Output every entry below exactly as it is written.

━━━━━ AVAILABLE DATA ━━━━━

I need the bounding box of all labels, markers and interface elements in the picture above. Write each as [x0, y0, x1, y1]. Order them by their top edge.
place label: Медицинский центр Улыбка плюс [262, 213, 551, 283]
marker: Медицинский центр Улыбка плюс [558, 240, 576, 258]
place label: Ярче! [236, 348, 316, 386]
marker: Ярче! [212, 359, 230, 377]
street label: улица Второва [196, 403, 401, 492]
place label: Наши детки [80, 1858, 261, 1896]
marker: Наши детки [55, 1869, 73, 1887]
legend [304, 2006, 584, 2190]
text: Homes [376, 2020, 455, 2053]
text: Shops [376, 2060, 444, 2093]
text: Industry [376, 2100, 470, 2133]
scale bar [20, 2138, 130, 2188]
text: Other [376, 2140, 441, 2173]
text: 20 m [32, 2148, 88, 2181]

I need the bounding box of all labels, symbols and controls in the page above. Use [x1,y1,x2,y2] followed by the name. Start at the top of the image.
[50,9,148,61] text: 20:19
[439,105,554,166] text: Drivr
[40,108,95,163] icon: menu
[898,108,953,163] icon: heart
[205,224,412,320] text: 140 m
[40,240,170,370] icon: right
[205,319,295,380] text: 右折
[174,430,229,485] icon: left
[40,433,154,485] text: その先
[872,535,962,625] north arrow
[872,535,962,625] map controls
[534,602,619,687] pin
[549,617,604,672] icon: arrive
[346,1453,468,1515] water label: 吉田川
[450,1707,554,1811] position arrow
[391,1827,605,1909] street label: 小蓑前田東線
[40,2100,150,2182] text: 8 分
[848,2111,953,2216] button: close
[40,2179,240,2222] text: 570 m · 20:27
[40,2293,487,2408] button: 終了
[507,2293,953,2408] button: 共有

━━━━━

## REPLY TO THE TASK
I need the bounding box of all labels, markers and interface elements in the picture above. Write each as [x0, y0, x1, y1]. Order them by their top edge.
place label: Медицинский центр Улыбка плюс [262, 213, 551, 283]
marker: Медицинский центр Улыбка плюс [558, 240, 576, 258]
place label: Ярче! [236, 348, 316, 386]
marker: Ярче! [212, 359, 230, 377]
street label: улица Второва [196, 403, 401, 492]
place label: Наши детки [80, 1858, 261, 1896]
marker: Наши детки [55, 1869, 73, 1887]
legend [304, 2006, 584, 2190]
text: Homes [376, 2020, 455, 2053]
text: Shops [376, 2060, 444, 2093]
text: Industry [376, 2100, 470, 2133]
scale bar [20, 2138, 130, 2188]
text: Other [376, 2140, 441, 2173]
text: 20 m [32, 2148, 88, 2181]

I need the bounding box of all labels, symbols and controls in the page above. Use [x1,y1,x2,y2] followed by the name. Start at the top of the image.
[50,9,148,61] text: 20:19
[439,105,554,166] text: Drivr
[40,108,95,163] icon: menu
[898,108,953,163] icon: heart
[205,224,412,320] text: 140 m
[40,240,170,370] icon: right
[205,319,295,380] text: 右折
[174,430,229,485] icon: left
[40,433,154,485] text: その先
[872,535,962,625] north arrow
[872,535,962,625] map controls
[534,602,619,687] pin
[549,617,604,672] icon: arrive
[346,1453,468,1515] water label: 吉田川
[450,1707,554,1811] position arrow
[391,1827,605,1909] street label: 小蓑前田東線
[40,2100,150,2182] text: 8 分
[848,2111,953,2216] button: close
[40,2179,240,2222] text: 570 m · 20:27
[40,2293,487,2408] button: 終了
[507,2293,953,2408] button: 共有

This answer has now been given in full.